Alan Hall: This is not daydreaming. It's more purposeful. More productive. It is the practice of stillness in the midst of the madding crowd.
W. H. Davies: What is this life, if full of care, We have no time to stand and stare ...
David Foster Wallace: Pay close attention to the most tedious thing you can find, and, in waves, a boredom like you've never known will wash over you and just about kill you. Ride these out, and it's like stepping from black and white into color. Like water after days in the desert. Instant bliss in every atom.
William Deresiewicz: There's been much talk of late about the loss of privacy, but equally calamitous is its corollary, the loss of solitude.
Roger Cohen: Being "always on" is being always off, to something.
Liz Danzico: I need idle time in equal proportion to planned time; leaving time for the unplanned, and making sure there's enough time for a bit of nothing. It's this space that makes the planned more worthwhile.

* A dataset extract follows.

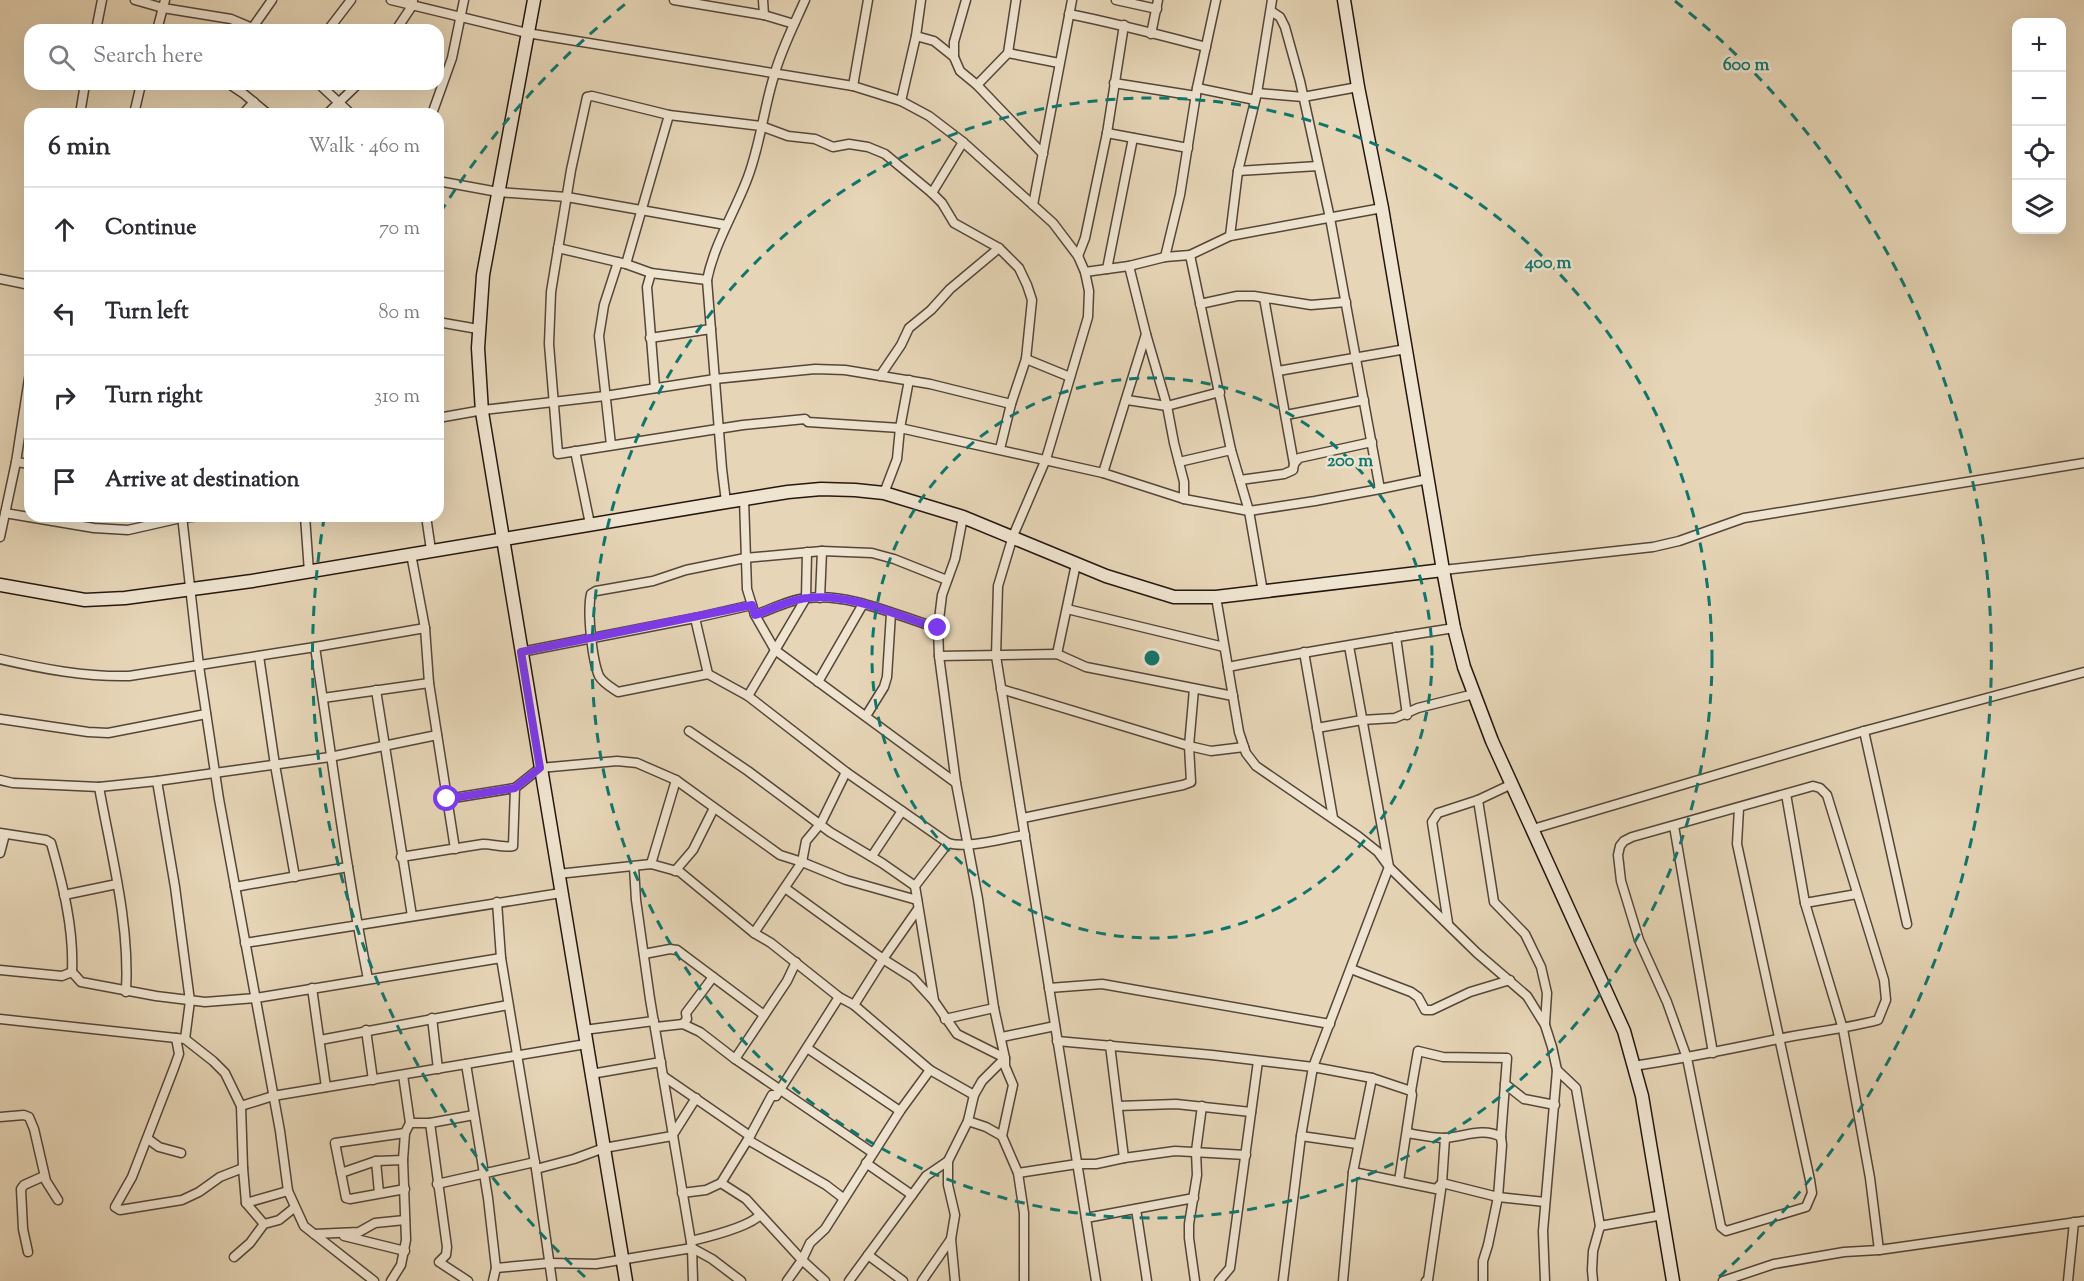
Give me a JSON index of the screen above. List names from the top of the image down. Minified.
{"page":{"map_buttons":["+","−"],"search":"Search here","heading":["6 min","Walk · 460 m"],"list":[["Continue","70 m"],["Turn left","80 m"],["Turn right","310 m"],"Arrive at destination"]},"rings":["600 m","400 m","200 m"]}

Deresiewicz: Introspection means talking to yourself, and one of the best ways of talking to yourself is by talking to another person. One other person you can trust, one other person to whom you can unfold your soul. One other person you feel safe enough with to allow you to acknowledge things -- to acknowledge things to yourself -- that you otherwise can't.
Mark Pilgrim: In the end, how many 25-year friends can you hope to make in one lifetime? How many do you really need?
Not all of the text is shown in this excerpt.